Entrevista a Luis Foncerrada/Director general del CEESP
Moisés Castillo
¿Alguien puede recordar aquellos tiempos en que no existían dificultades económicas? Por lo menos en las últimas tres décadas, México ha tenido un crecimiento mediocre que imposibilita la generación de empleos bien remunerados y la reducción de la desigualdad social. Actualmente, ¿cómo hacer frente a la tendencia a la baja de los precios del petróleo y a un dólar que ronda en los 15 pesos?
Hay que recordar que el mayor incremento del producto interno bruto se registró en la década de los noventa, con un repunte promedio de 3.6 por ciento, mientras que en los últimos diez años el alza fue de apenas 1.7 por ciento, muy cerca del 1.9 por ciento reportado en los ochenta, según datos del Centro de Análisis y Proyecciones Económicas para México.
La reciente encuesta nacional en viviendas BGC-Excélsior revela que el pesimismo repunta sobre la situación del país a niveles parecidos a los de hace un año, donde la mayor inquietud es la situación económica.
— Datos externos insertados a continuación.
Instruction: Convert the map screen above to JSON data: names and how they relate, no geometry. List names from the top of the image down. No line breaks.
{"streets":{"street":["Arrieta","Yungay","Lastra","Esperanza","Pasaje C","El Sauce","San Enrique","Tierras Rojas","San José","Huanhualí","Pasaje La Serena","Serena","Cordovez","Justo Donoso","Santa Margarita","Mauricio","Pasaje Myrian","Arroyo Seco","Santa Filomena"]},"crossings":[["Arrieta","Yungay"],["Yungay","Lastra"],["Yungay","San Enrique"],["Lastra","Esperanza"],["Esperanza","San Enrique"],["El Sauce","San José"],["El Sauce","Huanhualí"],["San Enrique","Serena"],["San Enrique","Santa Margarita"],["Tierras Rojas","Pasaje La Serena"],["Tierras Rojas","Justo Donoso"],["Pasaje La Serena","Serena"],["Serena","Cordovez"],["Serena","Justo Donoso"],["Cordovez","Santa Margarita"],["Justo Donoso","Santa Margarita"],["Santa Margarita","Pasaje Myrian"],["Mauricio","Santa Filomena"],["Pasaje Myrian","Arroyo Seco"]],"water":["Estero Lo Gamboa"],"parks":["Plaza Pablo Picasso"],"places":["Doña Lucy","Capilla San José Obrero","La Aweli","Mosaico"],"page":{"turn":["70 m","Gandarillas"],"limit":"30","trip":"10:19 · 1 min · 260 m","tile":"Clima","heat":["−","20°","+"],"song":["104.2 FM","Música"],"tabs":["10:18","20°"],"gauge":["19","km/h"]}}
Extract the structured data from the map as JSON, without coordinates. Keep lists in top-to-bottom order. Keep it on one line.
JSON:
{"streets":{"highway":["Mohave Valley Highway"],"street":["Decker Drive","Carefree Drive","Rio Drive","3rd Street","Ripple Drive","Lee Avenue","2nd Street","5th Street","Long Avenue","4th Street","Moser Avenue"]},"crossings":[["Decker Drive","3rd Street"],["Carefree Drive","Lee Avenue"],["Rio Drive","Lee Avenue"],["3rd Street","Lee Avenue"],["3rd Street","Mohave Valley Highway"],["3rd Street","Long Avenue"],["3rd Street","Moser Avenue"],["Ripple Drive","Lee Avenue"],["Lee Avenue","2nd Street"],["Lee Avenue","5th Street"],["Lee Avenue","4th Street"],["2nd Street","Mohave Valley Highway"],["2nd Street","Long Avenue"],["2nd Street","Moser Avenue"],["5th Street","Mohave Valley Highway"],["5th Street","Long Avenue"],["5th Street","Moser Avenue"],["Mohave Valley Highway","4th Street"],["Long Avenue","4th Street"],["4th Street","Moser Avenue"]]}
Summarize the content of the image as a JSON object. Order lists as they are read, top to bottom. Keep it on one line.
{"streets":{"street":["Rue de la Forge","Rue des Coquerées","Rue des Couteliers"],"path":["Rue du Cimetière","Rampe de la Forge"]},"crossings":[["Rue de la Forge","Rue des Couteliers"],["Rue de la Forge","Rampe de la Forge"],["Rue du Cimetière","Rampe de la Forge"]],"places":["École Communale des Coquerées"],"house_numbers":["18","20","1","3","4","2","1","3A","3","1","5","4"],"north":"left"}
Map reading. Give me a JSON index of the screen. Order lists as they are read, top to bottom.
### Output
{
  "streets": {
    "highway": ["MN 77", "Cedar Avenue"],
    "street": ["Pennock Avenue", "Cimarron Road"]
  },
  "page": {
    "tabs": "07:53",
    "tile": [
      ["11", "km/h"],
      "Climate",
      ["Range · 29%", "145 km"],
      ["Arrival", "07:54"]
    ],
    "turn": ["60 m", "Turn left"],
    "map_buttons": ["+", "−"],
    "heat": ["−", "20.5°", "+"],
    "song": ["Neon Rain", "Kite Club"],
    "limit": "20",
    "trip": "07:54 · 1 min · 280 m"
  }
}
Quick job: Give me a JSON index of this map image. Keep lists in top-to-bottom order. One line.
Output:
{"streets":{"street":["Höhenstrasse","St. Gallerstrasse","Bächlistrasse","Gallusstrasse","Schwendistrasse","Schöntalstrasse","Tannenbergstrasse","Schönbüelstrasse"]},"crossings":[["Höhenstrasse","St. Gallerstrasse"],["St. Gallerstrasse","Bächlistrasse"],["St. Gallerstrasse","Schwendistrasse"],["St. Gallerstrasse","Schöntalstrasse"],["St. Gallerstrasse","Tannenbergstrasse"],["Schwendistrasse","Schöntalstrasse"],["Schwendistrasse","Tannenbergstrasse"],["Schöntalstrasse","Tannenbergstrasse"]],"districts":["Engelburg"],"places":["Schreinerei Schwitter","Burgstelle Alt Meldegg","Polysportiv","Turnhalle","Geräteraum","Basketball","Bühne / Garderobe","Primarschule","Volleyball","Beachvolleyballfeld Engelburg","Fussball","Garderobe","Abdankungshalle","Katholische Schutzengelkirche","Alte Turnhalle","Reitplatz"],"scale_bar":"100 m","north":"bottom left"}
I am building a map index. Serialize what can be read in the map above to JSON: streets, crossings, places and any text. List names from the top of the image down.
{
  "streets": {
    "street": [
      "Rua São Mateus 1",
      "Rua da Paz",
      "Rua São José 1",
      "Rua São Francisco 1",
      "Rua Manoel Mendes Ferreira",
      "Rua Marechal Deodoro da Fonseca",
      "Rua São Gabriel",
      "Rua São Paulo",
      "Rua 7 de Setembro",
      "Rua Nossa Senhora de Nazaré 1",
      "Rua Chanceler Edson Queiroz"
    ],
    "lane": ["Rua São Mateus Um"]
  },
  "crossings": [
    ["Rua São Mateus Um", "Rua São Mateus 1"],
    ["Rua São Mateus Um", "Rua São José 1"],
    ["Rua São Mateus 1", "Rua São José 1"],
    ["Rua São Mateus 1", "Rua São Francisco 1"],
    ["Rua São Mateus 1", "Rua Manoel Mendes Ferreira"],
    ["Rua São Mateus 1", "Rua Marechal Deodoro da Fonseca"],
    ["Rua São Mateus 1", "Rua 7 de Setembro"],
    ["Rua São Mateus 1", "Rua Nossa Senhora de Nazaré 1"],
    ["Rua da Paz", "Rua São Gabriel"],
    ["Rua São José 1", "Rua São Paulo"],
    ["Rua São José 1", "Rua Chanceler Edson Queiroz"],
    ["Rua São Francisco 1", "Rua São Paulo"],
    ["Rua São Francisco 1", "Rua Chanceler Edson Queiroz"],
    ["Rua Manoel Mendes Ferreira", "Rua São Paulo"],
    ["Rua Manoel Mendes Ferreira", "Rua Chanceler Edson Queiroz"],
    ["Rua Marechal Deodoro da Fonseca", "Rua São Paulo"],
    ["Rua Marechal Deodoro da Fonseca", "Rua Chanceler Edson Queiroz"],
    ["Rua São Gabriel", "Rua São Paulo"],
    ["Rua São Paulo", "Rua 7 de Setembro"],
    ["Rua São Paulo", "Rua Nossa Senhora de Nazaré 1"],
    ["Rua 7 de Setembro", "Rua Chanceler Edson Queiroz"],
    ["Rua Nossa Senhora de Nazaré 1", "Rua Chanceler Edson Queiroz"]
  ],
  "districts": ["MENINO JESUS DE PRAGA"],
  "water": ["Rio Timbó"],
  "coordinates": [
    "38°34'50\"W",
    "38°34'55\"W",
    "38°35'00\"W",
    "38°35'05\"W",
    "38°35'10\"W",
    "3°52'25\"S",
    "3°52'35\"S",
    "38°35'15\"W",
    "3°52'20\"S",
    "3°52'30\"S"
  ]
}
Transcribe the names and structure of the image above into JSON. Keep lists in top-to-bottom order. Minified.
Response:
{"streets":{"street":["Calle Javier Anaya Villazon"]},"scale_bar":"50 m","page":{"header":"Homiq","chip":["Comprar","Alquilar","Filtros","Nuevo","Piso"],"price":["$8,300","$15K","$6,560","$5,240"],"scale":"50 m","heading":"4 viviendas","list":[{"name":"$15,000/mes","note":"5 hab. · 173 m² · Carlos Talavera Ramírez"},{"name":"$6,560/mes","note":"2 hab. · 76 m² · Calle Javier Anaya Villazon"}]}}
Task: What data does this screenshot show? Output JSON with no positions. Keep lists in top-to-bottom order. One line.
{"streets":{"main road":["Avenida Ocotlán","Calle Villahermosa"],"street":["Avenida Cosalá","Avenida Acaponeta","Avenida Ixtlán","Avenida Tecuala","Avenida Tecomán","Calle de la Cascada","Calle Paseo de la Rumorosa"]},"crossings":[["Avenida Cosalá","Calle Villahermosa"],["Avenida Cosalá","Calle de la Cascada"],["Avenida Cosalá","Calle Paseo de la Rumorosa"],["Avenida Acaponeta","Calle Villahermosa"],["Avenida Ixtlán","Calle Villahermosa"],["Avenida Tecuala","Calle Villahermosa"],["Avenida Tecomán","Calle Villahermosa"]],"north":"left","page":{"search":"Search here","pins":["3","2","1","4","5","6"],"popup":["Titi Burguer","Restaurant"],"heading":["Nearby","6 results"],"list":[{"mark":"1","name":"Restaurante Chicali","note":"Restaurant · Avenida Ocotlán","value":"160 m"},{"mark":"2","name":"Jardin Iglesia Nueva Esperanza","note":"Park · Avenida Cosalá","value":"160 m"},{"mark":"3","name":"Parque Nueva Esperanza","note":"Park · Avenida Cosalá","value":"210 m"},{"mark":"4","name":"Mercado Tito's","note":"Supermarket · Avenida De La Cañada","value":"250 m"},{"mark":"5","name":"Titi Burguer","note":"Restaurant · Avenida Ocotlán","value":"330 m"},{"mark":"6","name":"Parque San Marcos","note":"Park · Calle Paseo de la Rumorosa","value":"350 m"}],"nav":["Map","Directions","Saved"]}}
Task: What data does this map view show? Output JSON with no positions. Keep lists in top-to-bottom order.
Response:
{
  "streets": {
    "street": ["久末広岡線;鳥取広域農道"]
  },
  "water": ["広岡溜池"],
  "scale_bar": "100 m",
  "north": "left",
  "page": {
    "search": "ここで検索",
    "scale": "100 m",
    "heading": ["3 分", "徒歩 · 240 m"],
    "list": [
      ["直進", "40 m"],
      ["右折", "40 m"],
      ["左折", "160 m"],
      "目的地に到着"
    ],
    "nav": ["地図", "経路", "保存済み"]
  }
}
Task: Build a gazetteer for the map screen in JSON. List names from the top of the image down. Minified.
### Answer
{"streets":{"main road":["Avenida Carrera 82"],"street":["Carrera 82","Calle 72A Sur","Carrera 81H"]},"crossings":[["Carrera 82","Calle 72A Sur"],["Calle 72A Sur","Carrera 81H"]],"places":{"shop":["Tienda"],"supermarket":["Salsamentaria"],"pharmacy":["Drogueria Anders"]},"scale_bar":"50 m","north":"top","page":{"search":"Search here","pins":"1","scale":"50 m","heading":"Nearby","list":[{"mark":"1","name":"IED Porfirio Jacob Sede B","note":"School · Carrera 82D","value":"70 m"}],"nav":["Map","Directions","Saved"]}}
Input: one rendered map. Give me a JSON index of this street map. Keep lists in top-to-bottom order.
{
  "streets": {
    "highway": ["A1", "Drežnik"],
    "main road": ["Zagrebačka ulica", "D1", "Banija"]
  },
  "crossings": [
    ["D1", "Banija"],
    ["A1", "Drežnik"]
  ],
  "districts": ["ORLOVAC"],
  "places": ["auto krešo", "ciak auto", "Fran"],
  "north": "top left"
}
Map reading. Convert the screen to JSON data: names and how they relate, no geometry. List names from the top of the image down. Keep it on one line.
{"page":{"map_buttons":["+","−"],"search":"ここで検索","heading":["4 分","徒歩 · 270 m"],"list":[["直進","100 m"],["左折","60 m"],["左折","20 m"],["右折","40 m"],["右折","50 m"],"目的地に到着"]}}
La opinión se mantiene dividida entre quienes dicen que está peor (44%) y quienes creen que está igual que hace un año (44%). Al igual que en agosto pasado, 54% sostiene que la economía está mal o muy mal. Las perspectivas para dentro de un año son pesimistas: 62% cree que estará igual de mal o peor que ahora.
En un mensaje con motivo de la Navidad, el presidente Enrique Peña Nieto indicó que es momento de construir y pensar en soluciones.
“Éste es el momento de construir, no para destruir; el momento de unir, no para dividir. El momento de fortalecer nuestras instituciones, no para debilitarlas. Es momento de pensar en soluciones y de trabajar por México.”
Especialistas en economía del sector privado, encuestados por el Banco de México, coinciden en que la inseguridad pública es el principal factor que puede obstaculizar el crecimiento económico del país.
Recuperar la confianza
Para Luis Foncerrada, director general del Centro de Estudios Económicos del Sector Privado, el principal reto del gobierno federal es que se recupere la confianza en México.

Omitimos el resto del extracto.